Delivering enhanced connectivity services to rural locations – think about the lifecycle and use automation to reduce operational costs

The events of the past year have increased the need to deliver better connectivity service to rural locations. It has also highlighted two important lessons. First, that businesses need a flexible approach for employees, with hybrid work models. Second, that businesses in remote locations are in need of enhanced infrastructure to support more effective digital processes and systems.

As many have found, basic broadband isn’t enough; faster speeds and consistent agile performance are required. Fortunately, there are better ways of delivering this, because connectivity can now be delivered through a combination of techniques, covering classical fibre as well as new, high-speed wireless based on 5G. Indeed, there are many initiatives – with both public and private funding – to extend network reach to deliver the connectivity users now need.

But even if the cost of deploying infrastructure can be subsidised or is now more affordable, that’s only part of the story. Build and rollout is a large element of the total costs, to be sure, but, once built, new connections need to be managed – which means attention must shift to the complete lifecycle of network infrastructure.

To make these investments pay, operators must ensure that they minimise operational costs – while, at the same time, providing new levels agile performance to meet the changing needs of business users in these regions.

There’s another factor to consider. As 5G matures and as businesses seek to leverage new low latency services and performance, processing resources will also move towards the edge (so that latency isn’t compromised). Having closed connectivity gaps, rural users should not be denied the benefits of brand-new 5G capabilities. These must also follow the spread of new infrastructure – creating new potential costs.

So, what’s to be done? First, operators need to consider network automation to drive down operational costs. One such cost is power, which is a major drain on budgets. Cell sites consume a vast quantity of power, creating significant costs.

If connectivity for rural businesses is delivered via wireless connections, the management of each cell site needs to be considered individually. There’s no point in maintaining power levels for a FWA connection to an office, if that office is only staffed for 10 hours each day.

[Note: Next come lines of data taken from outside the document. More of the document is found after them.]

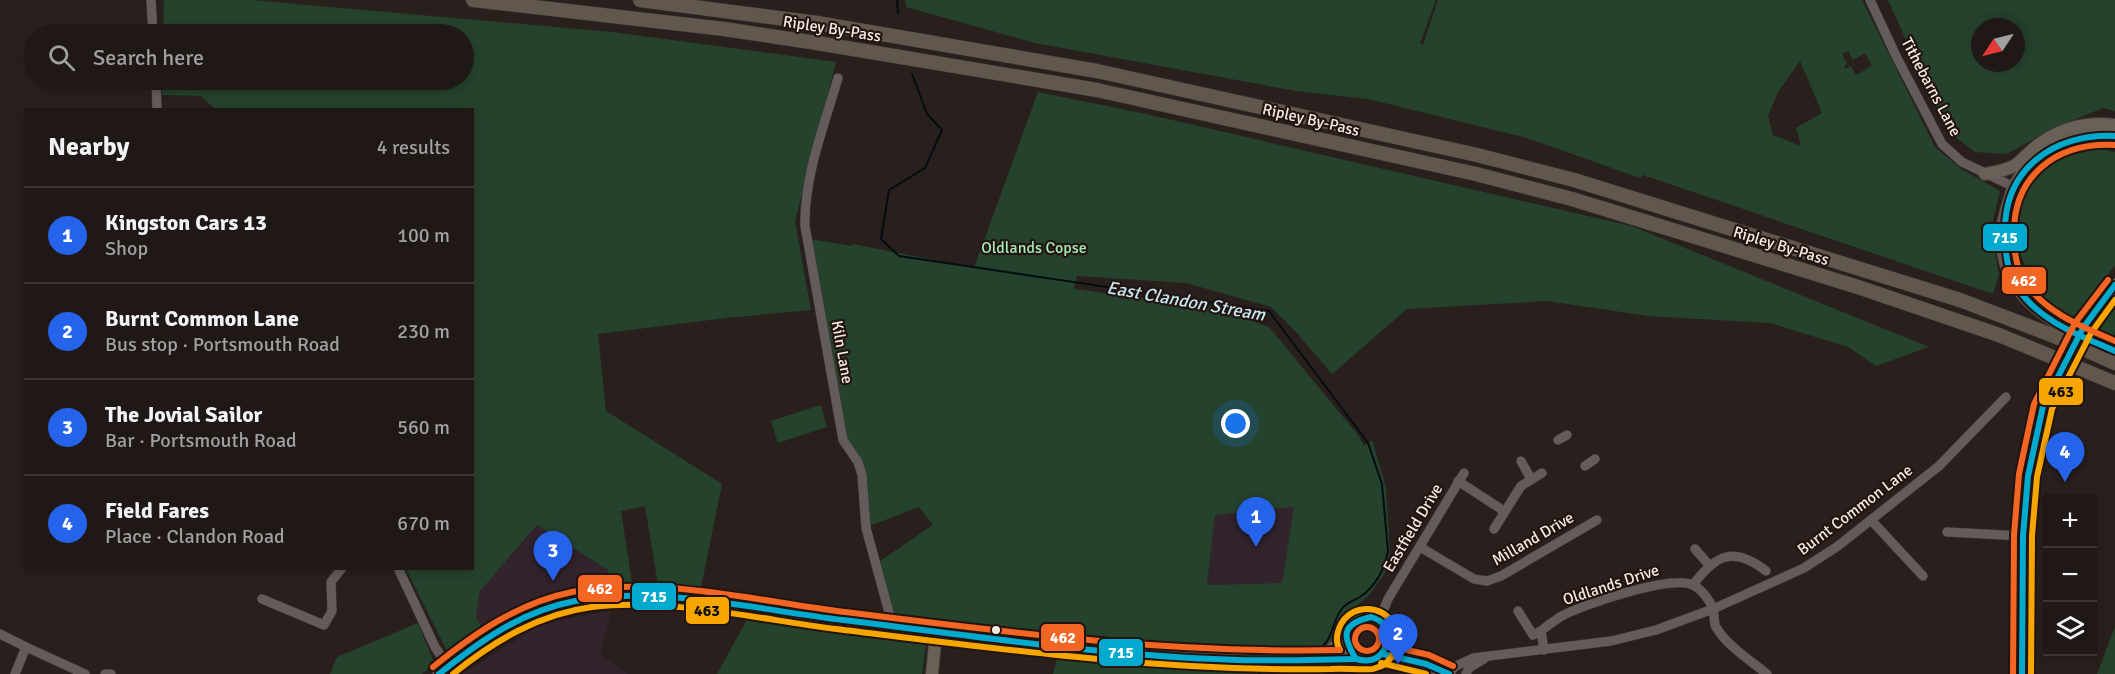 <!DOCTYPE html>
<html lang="en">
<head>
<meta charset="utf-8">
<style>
  body { margin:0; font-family:Signika,sans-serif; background:#27211f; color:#f1f3f6 }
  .controls { position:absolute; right:18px; bottom:18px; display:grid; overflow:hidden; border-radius:0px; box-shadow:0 3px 9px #0003 }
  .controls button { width:54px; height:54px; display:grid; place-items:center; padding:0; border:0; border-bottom:2px solid #3c3735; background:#1f1816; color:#f1f3f6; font:30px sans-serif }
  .compass { position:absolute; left:1971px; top:18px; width:54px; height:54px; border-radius:50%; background:#1f1816; box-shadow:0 3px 9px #0003; rotate:235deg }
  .you { position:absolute; left:1236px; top:424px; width:21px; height:21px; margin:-15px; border:4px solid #fff; border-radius:50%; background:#1a73e8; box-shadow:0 0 0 9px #1a73e833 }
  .badge { display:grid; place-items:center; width:39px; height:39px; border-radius:50%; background:#2563eb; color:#fff; font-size:20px; font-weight:700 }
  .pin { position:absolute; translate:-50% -50px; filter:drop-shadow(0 2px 3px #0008) }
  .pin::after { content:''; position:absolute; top:32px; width:21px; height:18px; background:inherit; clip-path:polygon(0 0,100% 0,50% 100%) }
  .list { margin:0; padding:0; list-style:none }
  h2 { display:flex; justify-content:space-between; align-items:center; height:78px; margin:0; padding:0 24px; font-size:26px }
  h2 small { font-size:20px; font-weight:400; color:#a1a0a1 }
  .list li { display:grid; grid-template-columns:39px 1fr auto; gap:18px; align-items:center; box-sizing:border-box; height:96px; padding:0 24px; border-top:2px solid #3c3735 }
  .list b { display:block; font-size:22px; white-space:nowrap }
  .list p { margin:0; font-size:20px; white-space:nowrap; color:#a1a0a1 }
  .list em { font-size:20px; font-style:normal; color:#a1a0a1 }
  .icon { flex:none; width:33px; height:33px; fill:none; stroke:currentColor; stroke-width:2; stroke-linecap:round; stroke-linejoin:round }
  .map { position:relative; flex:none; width:2115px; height:674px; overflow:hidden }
  .search { position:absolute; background:#1f1816; box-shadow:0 3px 9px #0003; left:24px; top:24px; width:450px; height:66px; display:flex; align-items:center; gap:15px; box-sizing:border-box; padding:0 21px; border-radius:33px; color:#a1a0a1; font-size:22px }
  .panel { position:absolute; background:#1f1816; box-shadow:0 3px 9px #0003; left:24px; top:108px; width:450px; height:462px; border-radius:0px }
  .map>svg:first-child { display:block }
  .commercial { fill:#32232d }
  .green { fill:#25422d; fill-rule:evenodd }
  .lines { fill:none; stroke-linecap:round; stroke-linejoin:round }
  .stream { stroke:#040d12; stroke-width:2 }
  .minor-casing { stroke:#423a39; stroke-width:10 }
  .major-casing { stroke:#423a39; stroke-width:14 }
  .highway-casing { stroke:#423a39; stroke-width:15 }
  .minor { stroke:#645c5a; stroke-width:9 }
  .major { stroke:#696057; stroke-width:12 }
  .highway { stroke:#61574d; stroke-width:14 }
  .major-bridge-casing { stroke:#423a39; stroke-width:14; stroke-linecap:butt }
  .major-bridge { stroke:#696057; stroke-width:12 }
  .bus-1-casing { stroke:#24140f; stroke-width:10 }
  .bus-2-casing { stroke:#24140f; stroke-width:10 }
  .bus-3-casing { stroke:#24140f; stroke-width:10 }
  .bus-1 { stroke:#00a9ce; stroke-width:6 }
  .bus-2 { stroke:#f7a600; stroke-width:6 }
  .bus-3 { stroke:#f26522; stroke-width:6 }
  .bus-dot { fill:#f5e9e5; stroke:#24140f; stroke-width:2 }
  .labels { text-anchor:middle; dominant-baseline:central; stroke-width:4.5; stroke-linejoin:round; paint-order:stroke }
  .street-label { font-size:16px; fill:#f5e9e5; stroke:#24140f }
  .park-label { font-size:16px; fill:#a2edb8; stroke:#24140f }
  .water-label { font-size:18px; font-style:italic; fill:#c5eaf6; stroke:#24140f }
  .line-badge { stroke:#24140f; stroke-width:2 }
  .badge-label { font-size:16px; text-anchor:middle; font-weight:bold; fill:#fff }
  .pale-badge-label { font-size:16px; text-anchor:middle; font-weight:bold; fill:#111 }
</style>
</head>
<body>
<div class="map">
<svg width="2115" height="674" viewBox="0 0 2115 674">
  <rect width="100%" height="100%" fill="#29201d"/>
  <!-- commercial -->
  <g class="commercial">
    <polygon points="1294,507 1282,583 1207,585 1215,515"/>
    <polygon points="537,525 608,570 608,582 558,595 484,632 476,617 481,588 516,551"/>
    <polygon points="611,611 600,655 628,674 462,674 537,627 560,620"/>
  </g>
  <!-- green -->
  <g class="green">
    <polygon points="164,0 252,0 612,32 836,62 795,221 811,310 726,318 598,334 606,411 722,484 700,592 658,585 645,506 621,511 632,583 608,582 608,570 537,525 480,591 476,617 484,632 448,653 406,569 472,568 472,110 216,110 201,96 162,95 163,80 464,80 464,34 163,34"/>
    <path d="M905 0H1436L1420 43 1423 45 1438 0H1862L1935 147 1961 169 2000 191 1991 229 1999 275 1993 294 1643 175 1640 178 1527 138 1368 99 1296 91 1035 43 906 7ZM1848 51 1853 60 1865 53 1872 66 1856 75 1851 66 1845 69 1844 66 1847 64 1842 54ZM1800 61 1822 113 1796 128 1801 146 1773 135 1768 116 1778 92Z"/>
    <path d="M1888 0H2115V111L2103 108 2051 129 2007 154 1975 152 1947 131ZM1980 27H2016V63H1980Z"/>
    <path d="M1038 92 1146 114 1631 226 1929 347 1876 366 1848 347 1770 323 1648 316 1547 301 1407 309 1332 374 1296 332 1271 307 1186 283 1077 276 1074 289 1211 307 1269 327 1358 435 1364 446 1372 440 1386 487 1390 553 1385 573 1369 595 1345 616 1328 648C1290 648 1252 650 1214 649 1108 646 1001 635 896 621L880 561 933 525 919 507 867 527 865 488 844 440 809 239 852 246 853 244 974 268ZM1294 507 1282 583 1207 585 1215 515Z"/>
    <polygon points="2093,147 2115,152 2115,265 2074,319 2046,302 2031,281 2019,250 2017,221 2022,196 2036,174 2057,155"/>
    <polygon points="2109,308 2115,310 2115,337 2100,330"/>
    <polygon points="821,405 827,427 778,443 771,421"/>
    <polygon points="749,616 927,635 922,674 717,674"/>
    <polygon points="418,623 434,663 422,674 330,674 337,657"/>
    <polygon points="2115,627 2115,674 2097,674"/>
    <polygon points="1058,656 1157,665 1287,666 1322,670 1331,674 1053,674"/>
  </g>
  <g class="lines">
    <!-- stream -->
    <g class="stream">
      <polyline points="897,0 898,13"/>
      <path d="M912 74 927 114 942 130 925 168 889 190 881 239 899 256 1269 311 1368 443 1382 484 1388 551C1385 569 1375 587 1360 597 1353 601 1345 603 1341 610 1333 620 1333 638 1322 647 1313 654 1293 653 1282 655"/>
      <polyline points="1259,674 1267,664"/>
    </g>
    <!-- minor casing -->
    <g class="minor-casing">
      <g id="minor">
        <polyline points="151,0 153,34"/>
        <polyline points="1870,0 1897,58 1942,144 1962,162 2014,187"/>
        <path d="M838 78C824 126 804 176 805 226L843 440 858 462 862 475 866 528 893 627"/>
        <polyline points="156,80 157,110"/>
        <polyline points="1558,440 1567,435"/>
        <polyline points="1521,461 1531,479"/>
        <polyline points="1585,466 1595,459"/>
        <polyline points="1458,481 1504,511"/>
        <polyline points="1871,520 1923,576"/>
        <polyline points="1494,529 1521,486 1542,473"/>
        <polyline points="1947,532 2023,536"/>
        <polyline points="1420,547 1474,579 1487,581 1501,576 1597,520"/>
        <polyline points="1695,549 1709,565"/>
        <polyline points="398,568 435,647 448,667"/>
        <path d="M1693 585C1716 554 1734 546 1766 571"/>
        <polyline points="262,599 324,625 332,611 331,582 342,568"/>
        <polyline points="1518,611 1533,635 1541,631"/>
        <polyline points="1379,621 1388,599 1464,473"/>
        <polyline points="0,634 26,647"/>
        <path d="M1544 650 1541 631C1547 626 1554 621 1560 617 1581 605 1672 574 1693 585 1701 589 1710 600 1713 609 1715 615 1713 621 1716 627 1727 646 1750 660 1767 674"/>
        <polyline points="15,674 26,647 85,674"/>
        <polyline points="105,674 111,674"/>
        <polyline points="1447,674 1456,666 1473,658 1611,641 1656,630 1713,609 1804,568 1838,546 1939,466 2006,397"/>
        <polyline points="1466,674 1469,668 1484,659"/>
      </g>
    </g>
    <!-- major casing -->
    <g class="major-casing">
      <g id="major">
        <path d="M1985 174C1994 172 2003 171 2012 167 2020 163 2026 155 2033 149 2057 129 2084 121 2115 125"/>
        <path d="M2014 187C2032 151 2075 131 2115 136"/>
        <polyline points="2096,309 2115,285"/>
        <polyline points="1388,636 1422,662"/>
        <polyline points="1383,654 1426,664 1449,674"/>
        <polyline points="1317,660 1346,638"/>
        <path d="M439 674C479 641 522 610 574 601 616 593 655 596 697 601 750 607 803 616 856 622 983 638 1110 655 1237 660 1277 661 1316 660 1356 659 1398 674 1397 602 1358 620 1349 624 1346 634 1346 643L1356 659"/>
        <polyline points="932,674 936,632"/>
        <polyline points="2022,674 2023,536 2028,476 2046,400"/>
      </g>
    </g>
    <!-- highway casing -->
    <g class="highway-casing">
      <g id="highway">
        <polyline points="473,0 724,29 817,43 1097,90 1476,174 1572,199 1858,287 1999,335 2115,383"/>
        <polyline points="640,0 817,23 1097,71 1477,155 1574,180 1960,300 2054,336 2115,363"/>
        <path d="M2014 187C2011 199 2006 211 2004 223 1994 299 2058 325 2115 351"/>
      </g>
    </g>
    <!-- minor -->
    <use href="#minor" class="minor"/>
    <!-- major -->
    <use href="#major" class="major"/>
    <!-- highway -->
    <use href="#highway" class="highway"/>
    <!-- major-bridge casing -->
    <g class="major-bridge-casing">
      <polyline id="major-bridge" points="2046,400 2072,349 2096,309"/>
    </g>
    <!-- major-bridge -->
    <use href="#major-bridge" class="major-bridge"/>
    <!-- bus-1 casing -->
    <g class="bus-1-casing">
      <g id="bus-1">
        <path d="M2115 136C2054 133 2003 169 2005 234 2005 252 2007 272 2017 287 2038 321 2081 336 2115 351"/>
        <path d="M1371 617C1374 618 1377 619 1380 621 1394 631 1387 657 1371 660 1366 661 1360 660 1356 659 1342 636 1341 624 1371 617Z"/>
        <polyline points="1383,654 1426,664 1449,674"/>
        <path d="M439 674C480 641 522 611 575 601 659 585 758 610 843 620 974 636 1105 656 1238 660 1277 661 1317 660 1356 659"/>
        <polyline points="2022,674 2023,536 2028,476 2043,406 2083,328 2115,285"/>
      </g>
    </g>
    <!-- bus-2 casing -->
    <g class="bus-2-casing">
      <g id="bus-2">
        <polyline points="1381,663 1426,674"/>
        <path d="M453 674C494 641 539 614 592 607 670 598 758 619 836 629 1000 649 1164 672 1330 669 1344 668 1359 670 1373 669 1376 668 1382 666 1385 664 1409 644 1394 602 1359 610 1351 612 1345 617 1341 624 1337 632 1335 642 1340 650"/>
        <polyline points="2031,674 2032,536 2037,477 2052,409 2091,333 2115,300"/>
      </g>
    </g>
    <!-- bus-3 casing -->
    <g class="bus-3-casing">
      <g id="bus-3">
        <path d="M2115 145C2056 142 2012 176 2014 237 2014 253 2017 271 2027 285 2048 314 2083 327 2115 341"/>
        <circle cx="1367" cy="639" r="12"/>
        <polyline points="1385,645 1429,655 1453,666"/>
        <path d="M433 667C475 633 518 603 572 592 655 576 753 600 837 611 1004 632 1171 654 1340 650"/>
        <polyline points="2013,674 2014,535 2019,474 2034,404 2075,323 2108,280"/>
      </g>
    </g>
    <!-- bus-1 -->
    <use href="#bus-1" class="bus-1"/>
    <!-- bus-2 -->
    <use href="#bus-2" class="bus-2"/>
    <!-- bus-3 -->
    <use href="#bus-3" class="bus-3"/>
  </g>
  <!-- markers -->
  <circle class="bus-dot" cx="996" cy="630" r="5"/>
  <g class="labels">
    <!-- street labels -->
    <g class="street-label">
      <text transform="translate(832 29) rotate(9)">Ripley By-Pass</text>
      <text transform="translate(1931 87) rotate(62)">Tithebarns Lane</text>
      <text transform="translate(1311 120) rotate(13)">Ripley By-Pass</text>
      <text transform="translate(1781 246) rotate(17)">Ripley By-Pass</text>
      <text transform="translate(842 352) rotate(80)">Kiln Lane</text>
      <text transform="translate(1855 510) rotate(-37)">Burnt Common Lane</text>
      <text transform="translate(1413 528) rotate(-59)">Eastfield Drive</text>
      <text transform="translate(1533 539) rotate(-30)">Milland Drive</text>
      <text transform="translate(1611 585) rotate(-18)">Oldlands Drive</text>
    </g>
    <!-- park labels -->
    <g class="park-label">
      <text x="1034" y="248">Oldlands Copse</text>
    </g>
    <!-- water labels -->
    <g class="water-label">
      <text transform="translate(1186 301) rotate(10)">East Clandon Stream</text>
    </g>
  </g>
  <g class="line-badge">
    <rect x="1982" y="223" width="46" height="29" rx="6" fill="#00a9ce"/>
    <rect x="2001" y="266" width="46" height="29" rx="6" fill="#f26522"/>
    <rect x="2038" y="377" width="46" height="29" rx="6" fill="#f7a600"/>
    <rect x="577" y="574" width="46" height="29" rx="6" fill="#f26522"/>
    <rect x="631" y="582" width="46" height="29" rx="6" fill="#00a9ce"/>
    <rect x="685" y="596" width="45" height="29" rx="6" fill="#f7a600"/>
    <rect x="1040" y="623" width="45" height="29" rx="6" fill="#f26522"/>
    <rect x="1098" y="638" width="46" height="29" rx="6" fill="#00a9ce"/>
  </g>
  <g class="badge-label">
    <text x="2005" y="243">715</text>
    <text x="2024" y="286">462</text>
    <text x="600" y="594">462</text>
    <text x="654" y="602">715</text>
    <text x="1063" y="643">462</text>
    <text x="1121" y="658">715</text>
  </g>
  <g class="pale-badge-label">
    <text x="2061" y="397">463</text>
    <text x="707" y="616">463</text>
  </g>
</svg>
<div class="controls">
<button>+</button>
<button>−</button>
<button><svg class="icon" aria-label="layers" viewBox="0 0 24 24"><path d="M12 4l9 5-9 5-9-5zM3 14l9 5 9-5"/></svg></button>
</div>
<svg class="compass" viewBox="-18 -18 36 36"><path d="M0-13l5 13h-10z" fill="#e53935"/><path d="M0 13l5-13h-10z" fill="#a1a0a1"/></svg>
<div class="you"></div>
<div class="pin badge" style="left:1256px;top:547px">1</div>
<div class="pin badge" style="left:1398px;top:664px">2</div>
<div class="pin badge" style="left:553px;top:581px">3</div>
<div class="pin badge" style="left:2065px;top:482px">4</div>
<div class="search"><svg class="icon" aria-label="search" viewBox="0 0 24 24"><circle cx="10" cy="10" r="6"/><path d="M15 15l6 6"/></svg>Search here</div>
<section class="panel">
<h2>Nearby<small>4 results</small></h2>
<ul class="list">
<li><span class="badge">1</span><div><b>Kingston Cars 13</b><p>Shop</p></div><em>100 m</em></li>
<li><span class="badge">2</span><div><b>Burnt Common Lane</b><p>Bus stop · Portsmouth Road</p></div><em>230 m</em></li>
<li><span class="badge">3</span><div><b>The Jovial Sailor</b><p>Bar · Portsmouth Road</p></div><em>560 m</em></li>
<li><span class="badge">4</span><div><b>Field Fares</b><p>Place · Clandon Road</p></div><em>670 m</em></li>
</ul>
</section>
</div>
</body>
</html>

Similarly, cell sites for consumer use need to be managed carefully too. Why maintain peak power load, if demand drops after 10pm? There are already tools to do this, based on machine-learning algorithms that can be trained based on real network activity levels. In turn, this data can be used to define new operating periods, tuned to local demands – delivering savings that make the whole service lifecycle profitable.

Second, the management of the operational estate – the OSS – is another cost centre. Automation also helps here, reducing costs by enabling zero-touch operations. While the OSS needs to evolve to support new services, you also need to understand the topology required, in real-time. Again, tools have emerged to support this, allowing unified workflows that support service automation, end-to-end to be delivered.

These tools enable the automation of manual tasks, such as the deployment of a new router or a network node, generating operational cost savings. As operators deliver more advanced capabilities to remote business and consumer users, automation will be essential.
They are proven to deliver. In Elisa’s Finland network, for example, a software update that takes 30 minutes per device can be achieved automatically, saving 3000 hours/year. Automating the configuration of mobile backhaul and L3 VPN services saves 25,500 per year. Cumulatively, this adds up to millions of dollars.

By taking a holistic view of network evolution and considering the full-service lifecycle, the automation allows ongoing costs to be targeted, shaving dollars from expenditure. Adopting such innovations will help operators close rural connectivity gaps, while meeting new and emerging needs from remote users – cost effectively.